Essity net sales up 25% in first quarter
The multinational's net sales amounted to SEK 42,926 million, with profit of SEK 2,703 million

In first quarter of 2023, the multinational Essity recorded a 25.1% increase in net sales to SEK 42,926 million, with a profit of SEK 2,703 million.
Operating profit before amortization of acquisition-related intangible assets (EBITA) increased to SEK 4,445 million from SEK 1,663 million last year, while adjusted EBITA increased to SEK 4,358 million from SEK 2,826 million; and the adjusted EBITA margin to 10.2%. Cash flow from current operations amounted to SEK 849 million.
“Essity’s sales and profitability performed positively in the first quarter, primarily due to attractive customer offerings and higher sales prices to compensate for the cost increase”, said Magnus Growth, President and CEO.
Essity’s sales growth amounted to just over 17% for the first quarter of 2023, compared with the corresponding period of 2022. Sales prices were higher and the product mix better in all business areas. Volumes declined somewhat on account of the company’s prioritization of higher profitability ahead of volume.
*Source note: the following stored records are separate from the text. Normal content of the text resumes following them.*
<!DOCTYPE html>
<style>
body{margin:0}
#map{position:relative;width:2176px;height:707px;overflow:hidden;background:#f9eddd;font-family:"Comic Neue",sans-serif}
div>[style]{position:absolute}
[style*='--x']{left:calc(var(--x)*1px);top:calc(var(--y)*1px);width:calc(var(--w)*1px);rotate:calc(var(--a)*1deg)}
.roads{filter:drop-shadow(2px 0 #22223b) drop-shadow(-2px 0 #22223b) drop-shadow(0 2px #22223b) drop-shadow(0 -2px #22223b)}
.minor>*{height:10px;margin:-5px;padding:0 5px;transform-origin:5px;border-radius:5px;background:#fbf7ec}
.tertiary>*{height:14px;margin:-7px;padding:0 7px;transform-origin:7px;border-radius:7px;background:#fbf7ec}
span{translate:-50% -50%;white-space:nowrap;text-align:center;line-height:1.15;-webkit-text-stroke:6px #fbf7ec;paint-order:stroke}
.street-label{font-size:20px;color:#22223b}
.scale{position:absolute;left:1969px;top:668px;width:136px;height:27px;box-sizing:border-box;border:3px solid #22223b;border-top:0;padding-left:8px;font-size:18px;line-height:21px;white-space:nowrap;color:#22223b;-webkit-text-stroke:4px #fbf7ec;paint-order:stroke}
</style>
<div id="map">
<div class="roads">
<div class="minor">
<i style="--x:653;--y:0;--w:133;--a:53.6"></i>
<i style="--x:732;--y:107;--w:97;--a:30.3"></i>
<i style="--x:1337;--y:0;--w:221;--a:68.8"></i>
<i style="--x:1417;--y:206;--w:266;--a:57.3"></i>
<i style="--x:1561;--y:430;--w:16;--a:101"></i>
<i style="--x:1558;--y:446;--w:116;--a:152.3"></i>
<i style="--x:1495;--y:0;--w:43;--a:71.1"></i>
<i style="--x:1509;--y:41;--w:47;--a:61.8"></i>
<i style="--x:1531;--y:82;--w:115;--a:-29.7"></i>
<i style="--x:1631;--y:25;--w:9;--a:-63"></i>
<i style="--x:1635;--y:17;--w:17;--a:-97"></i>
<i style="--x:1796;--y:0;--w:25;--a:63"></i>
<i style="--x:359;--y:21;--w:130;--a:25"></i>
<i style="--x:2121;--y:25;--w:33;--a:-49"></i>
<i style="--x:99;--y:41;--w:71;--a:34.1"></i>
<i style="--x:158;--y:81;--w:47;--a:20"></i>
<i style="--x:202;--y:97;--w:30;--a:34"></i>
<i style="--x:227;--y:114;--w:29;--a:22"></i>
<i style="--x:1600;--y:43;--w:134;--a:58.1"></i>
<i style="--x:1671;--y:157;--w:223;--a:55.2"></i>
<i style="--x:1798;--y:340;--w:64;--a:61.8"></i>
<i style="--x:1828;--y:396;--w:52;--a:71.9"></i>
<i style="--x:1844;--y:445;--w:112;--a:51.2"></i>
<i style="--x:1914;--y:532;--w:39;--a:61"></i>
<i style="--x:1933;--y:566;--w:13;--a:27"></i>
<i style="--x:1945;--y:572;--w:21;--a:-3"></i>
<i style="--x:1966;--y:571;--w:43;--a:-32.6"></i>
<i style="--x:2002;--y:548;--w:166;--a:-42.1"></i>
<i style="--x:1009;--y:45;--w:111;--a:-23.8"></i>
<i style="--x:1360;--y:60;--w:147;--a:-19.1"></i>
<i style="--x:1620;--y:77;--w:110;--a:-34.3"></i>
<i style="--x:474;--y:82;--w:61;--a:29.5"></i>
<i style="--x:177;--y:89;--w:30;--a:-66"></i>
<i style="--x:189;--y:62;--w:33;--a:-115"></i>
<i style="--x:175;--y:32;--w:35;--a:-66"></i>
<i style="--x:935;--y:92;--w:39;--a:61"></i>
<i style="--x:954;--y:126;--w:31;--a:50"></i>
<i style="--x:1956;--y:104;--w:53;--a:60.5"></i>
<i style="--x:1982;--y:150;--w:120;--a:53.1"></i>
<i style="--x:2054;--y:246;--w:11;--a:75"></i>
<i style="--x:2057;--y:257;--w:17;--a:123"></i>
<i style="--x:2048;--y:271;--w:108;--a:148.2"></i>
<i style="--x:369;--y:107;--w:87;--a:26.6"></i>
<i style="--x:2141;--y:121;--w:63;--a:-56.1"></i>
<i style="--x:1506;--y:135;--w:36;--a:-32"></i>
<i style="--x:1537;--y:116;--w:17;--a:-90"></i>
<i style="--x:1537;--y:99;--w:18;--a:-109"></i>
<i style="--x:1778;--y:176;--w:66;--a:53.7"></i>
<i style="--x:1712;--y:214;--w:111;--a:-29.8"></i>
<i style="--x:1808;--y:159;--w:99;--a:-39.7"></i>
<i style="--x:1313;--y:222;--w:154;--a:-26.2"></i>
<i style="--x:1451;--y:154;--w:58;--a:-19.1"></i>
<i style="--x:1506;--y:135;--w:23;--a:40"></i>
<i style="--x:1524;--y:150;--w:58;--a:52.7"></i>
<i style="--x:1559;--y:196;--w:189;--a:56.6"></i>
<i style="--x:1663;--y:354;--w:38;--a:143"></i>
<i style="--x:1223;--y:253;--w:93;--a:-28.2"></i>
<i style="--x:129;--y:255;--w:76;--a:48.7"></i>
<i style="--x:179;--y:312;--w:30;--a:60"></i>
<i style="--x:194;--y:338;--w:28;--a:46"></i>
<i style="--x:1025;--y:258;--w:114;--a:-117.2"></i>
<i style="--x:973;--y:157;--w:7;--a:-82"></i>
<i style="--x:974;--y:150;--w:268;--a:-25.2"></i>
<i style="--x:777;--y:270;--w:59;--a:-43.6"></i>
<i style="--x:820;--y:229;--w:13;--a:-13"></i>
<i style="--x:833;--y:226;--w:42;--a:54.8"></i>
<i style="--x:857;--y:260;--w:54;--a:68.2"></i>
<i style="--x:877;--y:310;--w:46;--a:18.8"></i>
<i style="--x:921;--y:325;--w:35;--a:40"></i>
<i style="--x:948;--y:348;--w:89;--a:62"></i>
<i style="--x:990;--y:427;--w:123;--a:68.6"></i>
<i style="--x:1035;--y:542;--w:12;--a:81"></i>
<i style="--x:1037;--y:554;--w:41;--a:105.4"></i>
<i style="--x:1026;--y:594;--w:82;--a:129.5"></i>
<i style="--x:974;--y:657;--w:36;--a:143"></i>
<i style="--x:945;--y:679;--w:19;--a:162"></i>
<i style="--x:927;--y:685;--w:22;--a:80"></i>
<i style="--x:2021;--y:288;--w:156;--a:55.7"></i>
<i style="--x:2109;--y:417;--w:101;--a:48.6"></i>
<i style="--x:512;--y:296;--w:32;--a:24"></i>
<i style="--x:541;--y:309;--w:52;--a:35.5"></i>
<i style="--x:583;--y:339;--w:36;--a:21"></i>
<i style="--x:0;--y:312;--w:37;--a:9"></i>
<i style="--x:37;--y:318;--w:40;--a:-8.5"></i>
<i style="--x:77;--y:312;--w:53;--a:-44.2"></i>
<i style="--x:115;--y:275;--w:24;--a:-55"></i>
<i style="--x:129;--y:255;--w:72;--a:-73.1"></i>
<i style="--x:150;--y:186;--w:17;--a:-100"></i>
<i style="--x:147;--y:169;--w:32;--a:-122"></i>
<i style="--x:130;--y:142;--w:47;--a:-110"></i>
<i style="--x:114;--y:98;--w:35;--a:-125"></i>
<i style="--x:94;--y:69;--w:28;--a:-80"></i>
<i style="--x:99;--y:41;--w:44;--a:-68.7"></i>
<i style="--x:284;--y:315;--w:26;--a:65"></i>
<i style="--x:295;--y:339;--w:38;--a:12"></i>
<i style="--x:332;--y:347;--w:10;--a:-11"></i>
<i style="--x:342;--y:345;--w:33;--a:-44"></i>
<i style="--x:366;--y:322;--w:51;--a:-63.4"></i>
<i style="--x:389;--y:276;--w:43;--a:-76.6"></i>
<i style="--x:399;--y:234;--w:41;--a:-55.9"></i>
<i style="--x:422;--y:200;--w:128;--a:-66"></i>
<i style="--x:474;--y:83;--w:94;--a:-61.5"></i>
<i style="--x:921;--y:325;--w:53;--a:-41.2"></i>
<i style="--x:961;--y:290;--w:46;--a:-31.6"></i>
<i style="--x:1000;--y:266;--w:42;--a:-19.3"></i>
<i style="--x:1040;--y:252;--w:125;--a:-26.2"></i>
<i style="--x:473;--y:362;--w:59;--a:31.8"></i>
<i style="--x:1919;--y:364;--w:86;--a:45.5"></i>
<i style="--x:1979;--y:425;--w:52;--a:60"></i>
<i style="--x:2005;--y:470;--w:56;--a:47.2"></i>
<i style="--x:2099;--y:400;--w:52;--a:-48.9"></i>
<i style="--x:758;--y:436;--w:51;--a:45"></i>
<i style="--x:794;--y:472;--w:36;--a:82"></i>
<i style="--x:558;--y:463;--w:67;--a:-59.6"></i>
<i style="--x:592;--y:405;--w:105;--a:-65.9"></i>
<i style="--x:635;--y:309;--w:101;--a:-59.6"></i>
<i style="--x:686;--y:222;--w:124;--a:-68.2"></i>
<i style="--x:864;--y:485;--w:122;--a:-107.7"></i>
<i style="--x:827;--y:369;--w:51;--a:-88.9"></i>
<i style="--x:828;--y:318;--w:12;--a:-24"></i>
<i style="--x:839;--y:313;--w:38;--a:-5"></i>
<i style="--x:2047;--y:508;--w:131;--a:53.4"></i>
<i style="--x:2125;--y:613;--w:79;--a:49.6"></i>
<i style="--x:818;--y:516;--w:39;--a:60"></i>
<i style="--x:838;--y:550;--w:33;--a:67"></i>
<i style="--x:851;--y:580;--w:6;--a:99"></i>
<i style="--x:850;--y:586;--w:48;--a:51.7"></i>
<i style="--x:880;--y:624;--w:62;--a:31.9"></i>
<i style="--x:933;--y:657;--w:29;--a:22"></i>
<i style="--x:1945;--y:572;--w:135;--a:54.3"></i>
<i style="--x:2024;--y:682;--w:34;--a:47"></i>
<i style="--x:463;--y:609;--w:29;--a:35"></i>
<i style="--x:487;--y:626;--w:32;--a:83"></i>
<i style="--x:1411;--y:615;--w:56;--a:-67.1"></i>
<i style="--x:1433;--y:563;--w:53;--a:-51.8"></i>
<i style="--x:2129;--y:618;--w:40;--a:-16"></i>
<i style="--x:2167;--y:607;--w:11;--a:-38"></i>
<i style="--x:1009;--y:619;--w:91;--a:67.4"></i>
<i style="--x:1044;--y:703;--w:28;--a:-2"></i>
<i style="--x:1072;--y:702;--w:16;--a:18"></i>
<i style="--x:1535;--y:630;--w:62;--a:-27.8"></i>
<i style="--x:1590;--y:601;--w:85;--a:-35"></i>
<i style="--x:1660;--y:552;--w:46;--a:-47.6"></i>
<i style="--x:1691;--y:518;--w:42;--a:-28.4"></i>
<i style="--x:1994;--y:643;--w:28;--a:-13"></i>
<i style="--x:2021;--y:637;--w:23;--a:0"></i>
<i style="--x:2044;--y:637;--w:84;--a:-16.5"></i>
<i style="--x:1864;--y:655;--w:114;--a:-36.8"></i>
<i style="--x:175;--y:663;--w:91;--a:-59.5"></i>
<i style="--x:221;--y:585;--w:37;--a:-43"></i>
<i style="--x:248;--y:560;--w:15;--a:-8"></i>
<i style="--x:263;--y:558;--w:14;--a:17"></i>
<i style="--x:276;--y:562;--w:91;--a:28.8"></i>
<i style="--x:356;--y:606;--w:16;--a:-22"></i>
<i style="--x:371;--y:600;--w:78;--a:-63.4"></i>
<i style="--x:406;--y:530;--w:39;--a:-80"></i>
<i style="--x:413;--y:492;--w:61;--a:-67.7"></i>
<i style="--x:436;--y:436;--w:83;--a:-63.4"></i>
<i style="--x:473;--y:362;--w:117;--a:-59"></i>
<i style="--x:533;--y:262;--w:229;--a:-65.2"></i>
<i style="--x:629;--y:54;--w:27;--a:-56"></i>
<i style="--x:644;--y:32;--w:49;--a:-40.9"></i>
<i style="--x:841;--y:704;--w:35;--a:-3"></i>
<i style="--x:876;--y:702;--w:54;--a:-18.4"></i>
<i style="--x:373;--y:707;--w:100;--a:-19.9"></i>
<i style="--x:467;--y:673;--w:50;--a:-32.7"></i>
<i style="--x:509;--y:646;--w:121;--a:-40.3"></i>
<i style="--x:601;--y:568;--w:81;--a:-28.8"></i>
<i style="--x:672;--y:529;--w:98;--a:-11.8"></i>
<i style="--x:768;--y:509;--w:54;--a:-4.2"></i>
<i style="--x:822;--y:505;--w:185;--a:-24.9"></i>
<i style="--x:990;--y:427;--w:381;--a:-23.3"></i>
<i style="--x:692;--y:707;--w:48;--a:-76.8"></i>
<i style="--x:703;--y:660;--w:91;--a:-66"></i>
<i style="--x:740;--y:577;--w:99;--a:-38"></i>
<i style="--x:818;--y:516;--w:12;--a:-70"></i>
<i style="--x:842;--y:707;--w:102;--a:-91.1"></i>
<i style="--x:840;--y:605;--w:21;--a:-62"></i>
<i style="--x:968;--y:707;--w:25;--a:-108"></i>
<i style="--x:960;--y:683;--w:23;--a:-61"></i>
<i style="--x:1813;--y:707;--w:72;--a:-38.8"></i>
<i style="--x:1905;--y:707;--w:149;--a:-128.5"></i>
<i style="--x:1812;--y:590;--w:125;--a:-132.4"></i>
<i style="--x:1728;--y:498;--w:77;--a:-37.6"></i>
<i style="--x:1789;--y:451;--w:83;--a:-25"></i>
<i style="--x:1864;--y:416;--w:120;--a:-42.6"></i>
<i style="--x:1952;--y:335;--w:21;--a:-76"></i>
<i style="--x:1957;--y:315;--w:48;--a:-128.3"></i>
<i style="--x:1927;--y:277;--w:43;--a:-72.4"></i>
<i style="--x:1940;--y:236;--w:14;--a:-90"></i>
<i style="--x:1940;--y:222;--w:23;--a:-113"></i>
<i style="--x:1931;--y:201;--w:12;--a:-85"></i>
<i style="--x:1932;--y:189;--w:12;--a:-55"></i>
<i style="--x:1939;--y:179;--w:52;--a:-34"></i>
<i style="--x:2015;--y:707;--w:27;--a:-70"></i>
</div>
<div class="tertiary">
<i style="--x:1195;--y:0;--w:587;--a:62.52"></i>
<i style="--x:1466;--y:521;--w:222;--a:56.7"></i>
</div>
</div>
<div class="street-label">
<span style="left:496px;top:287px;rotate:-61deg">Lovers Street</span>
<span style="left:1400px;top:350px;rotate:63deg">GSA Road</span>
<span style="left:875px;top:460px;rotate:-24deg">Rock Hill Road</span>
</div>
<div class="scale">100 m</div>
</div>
Furthermore, volumes were negatively impacted by ongoing efforts to exit the Russian market and the discontinuation of the baby diaper business in Latin America.
According to the President and CEO, Essity continuously evaluates the product portfolios within the company’s three business areas – Health & Medical, Consumer Goods and Professional Hygiene – to achieve increased long-term value creation.
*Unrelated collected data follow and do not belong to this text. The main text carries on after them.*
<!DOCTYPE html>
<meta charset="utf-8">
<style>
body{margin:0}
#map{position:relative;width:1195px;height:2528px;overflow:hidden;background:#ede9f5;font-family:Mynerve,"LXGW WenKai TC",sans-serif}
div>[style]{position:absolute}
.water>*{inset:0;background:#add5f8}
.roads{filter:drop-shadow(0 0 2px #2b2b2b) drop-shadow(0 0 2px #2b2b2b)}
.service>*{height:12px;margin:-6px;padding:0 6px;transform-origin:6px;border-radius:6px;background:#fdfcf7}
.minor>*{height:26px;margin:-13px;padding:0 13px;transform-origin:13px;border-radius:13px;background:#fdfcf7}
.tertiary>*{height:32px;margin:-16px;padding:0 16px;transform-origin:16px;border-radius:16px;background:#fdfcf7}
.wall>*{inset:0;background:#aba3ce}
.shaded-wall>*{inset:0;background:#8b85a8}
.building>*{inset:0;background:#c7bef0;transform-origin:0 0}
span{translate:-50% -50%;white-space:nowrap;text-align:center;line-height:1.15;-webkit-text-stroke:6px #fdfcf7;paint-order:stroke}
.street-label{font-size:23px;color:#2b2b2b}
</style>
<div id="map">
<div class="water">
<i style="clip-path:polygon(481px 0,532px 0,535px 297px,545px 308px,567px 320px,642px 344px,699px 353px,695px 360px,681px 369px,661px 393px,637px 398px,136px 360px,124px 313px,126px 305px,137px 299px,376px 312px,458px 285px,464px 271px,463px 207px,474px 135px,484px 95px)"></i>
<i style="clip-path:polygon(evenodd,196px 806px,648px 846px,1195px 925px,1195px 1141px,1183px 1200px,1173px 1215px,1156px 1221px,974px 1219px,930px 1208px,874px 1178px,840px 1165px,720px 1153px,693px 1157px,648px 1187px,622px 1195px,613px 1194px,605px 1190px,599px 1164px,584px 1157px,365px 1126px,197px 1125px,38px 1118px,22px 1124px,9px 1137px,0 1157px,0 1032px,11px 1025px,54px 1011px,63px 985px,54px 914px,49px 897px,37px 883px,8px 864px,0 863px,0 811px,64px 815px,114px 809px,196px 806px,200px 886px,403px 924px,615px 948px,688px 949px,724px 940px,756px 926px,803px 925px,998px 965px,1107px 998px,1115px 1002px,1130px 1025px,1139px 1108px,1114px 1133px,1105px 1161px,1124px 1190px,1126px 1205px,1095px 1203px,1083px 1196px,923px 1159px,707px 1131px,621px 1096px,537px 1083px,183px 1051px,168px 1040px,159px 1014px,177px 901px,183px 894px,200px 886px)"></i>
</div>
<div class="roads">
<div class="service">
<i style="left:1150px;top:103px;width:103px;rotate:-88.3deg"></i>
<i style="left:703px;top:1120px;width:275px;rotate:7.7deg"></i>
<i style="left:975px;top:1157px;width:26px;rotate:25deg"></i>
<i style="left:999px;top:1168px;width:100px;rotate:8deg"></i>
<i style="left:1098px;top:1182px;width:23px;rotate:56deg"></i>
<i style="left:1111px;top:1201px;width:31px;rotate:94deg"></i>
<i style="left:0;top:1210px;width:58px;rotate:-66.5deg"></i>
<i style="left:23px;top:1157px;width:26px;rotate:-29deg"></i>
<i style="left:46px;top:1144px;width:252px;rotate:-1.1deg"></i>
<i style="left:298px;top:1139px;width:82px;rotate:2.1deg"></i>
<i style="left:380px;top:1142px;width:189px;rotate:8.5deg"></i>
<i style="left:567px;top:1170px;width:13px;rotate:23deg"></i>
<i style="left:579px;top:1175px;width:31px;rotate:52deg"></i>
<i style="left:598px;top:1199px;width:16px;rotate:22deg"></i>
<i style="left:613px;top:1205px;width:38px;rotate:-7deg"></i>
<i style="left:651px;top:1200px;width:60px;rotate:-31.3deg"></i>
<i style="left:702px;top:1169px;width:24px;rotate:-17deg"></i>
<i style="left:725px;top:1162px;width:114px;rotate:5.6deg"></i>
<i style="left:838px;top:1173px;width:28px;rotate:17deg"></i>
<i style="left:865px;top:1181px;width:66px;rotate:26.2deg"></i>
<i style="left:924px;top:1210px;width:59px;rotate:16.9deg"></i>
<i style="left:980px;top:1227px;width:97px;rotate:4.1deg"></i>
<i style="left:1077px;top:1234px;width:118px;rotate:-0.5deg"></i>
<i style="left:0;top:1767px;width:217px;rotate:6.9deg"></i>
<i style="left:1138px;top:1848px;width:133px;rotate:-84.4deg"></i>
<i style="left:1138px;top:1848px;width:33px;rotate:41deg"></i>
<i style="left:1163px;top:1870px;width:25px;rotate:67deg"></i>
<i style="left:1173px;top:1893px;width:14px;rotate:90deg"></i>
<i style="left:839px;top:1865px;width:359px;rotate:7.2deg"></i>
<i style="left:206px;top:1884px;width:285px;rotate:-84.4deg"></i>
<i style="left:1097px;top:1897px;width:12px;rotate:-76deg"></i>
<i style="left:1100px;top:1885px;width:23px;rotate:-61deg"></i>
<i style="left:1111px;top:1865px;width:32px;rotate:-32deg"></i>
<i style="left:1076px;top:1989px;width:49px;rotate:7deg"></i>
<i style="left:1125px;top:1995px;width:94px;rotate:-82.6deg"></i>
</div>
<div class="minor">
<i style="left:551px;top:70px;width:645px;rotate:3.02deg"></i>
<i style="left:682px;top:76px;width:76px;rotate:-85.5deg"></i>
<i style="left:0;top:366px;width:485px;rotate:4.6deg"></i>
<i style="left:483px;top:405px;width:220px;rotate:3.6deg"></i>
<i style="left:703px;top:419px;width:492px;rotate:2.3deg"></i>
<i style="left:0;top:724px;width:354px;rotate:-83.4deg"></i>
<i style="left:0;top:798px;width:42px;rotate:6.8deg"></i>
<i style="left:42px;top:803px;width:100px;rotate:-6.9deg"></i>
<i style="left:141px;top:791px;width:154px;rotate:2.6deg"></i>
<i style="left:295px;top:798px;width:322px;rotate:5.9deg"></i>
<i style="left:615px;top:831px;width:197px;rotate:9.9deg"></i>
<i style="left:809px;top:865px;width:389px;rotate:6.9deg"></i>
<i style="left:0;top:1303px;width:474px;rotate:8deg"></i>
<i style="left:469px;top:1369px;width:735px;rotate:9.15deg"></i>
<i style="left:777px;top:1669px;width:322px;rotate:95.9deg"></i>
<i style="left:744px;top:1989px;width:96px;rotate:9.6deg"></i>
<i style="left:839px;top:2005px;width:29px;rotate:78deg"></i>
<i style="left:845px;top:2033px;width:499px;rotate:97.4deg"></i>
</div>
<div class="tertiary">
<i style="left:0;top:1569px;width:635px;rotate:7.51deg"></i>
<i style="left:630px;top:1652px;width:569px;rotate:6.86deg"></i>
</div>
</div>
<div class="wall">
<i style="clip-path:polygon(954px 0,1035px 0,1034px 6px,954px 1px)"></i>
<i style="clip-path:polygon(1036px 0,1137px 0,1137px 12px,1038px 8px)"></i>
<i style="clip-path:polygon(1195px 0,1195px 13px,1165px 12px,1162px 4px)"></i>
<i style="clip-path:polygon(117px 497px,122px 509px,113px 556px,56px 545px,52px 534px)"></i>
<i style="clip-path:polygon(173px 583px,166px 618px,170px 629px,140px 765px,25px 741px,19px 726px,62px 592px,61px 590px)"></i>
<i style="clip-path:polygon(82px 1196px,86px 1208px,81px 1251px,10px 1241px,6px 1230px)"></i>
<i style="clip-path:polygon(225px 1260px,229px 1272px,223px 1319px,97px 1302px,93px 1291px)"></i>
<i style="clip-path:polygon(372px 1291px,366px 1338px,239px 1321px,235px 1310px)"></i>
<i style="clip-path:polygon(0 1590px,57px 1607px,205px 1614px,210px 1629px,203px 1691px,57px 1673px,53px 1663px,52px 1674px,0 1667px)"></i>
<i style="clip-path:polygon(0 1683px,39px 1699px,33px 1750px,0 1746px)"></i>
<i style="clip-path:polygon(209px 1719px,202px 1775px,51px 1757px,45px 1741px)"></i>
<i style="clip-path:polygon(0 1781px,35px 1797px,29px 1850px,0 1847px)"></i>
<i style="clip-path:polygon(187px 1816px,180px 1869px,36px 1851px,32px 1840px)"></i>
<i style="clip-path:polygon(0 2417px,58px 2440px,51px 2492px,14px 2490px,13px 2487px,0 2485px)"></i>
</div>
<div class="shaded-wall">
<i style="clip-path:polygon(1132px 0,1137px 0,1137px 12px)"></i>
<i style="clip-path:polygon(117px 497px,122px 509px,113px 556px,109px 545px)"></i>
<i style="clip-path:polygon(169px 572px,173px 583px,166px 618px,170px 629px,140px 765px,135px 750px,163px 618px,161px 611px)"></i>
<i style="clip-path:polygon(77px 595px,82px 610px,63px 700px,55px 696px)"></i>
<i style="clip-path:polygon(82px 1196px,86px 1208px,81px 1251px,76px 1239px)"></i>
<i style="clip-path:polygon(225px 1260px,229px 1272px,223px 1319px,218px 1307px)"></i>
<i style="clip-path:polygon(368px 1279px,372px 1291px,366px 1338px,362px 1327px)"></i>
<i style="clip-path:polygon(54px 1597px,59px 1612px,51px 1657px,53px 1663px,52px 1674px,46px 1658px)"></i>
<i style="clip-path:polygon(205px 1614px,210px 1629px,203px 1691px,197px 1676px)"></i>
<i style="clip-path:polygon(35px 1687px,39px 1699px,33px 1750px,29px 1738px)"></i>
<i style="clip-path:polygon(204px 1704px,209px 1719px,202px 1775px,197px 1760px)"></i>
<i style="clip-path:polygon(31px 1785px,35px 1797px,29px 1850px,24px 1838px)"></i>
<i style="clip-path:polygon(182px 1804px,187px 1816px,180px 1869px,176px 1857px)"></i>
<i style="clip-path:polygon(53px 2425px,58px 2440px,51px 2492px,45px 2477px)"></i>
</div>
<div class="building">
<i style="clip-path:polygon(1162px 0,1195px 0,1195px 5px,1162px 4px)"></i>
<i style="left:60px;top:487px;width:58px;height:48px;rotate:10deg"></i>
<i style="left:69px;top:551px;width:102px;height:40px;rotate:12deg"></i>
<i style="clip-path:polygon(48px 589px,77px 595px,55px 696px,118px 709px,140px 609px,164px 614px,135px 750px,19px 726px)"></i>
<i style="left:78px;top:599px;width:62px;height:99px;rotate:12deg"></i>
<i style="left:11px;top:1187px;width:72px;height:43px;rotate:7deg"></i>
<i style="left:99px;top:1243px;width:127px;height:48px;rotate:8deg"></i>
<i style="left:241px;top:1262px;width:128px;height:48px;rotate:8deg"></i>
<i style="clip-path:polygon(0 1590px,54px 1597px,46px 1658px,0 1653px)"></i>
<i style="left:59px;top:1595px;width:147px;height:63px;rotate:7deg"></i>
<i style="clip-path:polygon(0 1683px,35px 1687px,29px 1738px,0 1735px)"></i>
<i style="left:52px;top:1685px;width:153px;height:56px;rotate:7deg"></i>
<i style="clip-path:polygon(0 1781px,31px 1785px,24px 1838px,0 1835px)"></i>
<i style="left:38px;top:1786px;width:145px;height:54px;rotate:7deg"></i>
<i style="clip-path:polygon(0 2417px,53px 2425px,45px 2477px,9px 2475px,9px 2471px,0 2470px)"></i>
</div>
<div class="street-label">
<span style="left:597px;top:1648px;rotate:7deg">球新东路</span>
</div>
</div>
In line with this, Essity is initiating a strategic review of the company’s ownership of Vinda and the consumer tissue private label Europe business, with the aim of reducing Consumer Tissue’s share of the company’s total sales. The strategic review includes exploring different options and may result in divestments. Although no such decisions have yet been taken.
During the first quarter of the year, Essity announced several important steps toward net zero emissions. “We are first to produce tissue in a CO2-free production process using renewable hydrogen and to produce high-quality tissue from agricultural waste. We have also entered an exclusive partnership to develop a new tissue making process with the aim of significantly reducing energy consumption, CO2 emissions and water consumption”, said Groth.
Essity has been included in S&P Global Sustainability Yearbook and been awarded a place on CDP’s 2022 Supplier Engagement Leaderboard.
According to the CEO, the company’s adjusted return on capital employed increased to 12.7% for the first quarter of 2023. “We are working in a focused manner – through innovation, value-generating customer offerings, strong brands, efficiency improvements and sustainable, profitable growth – to achieve our target of an adjusted return on capital employed of more than 17% by 2025”, concluded Magnus Groth.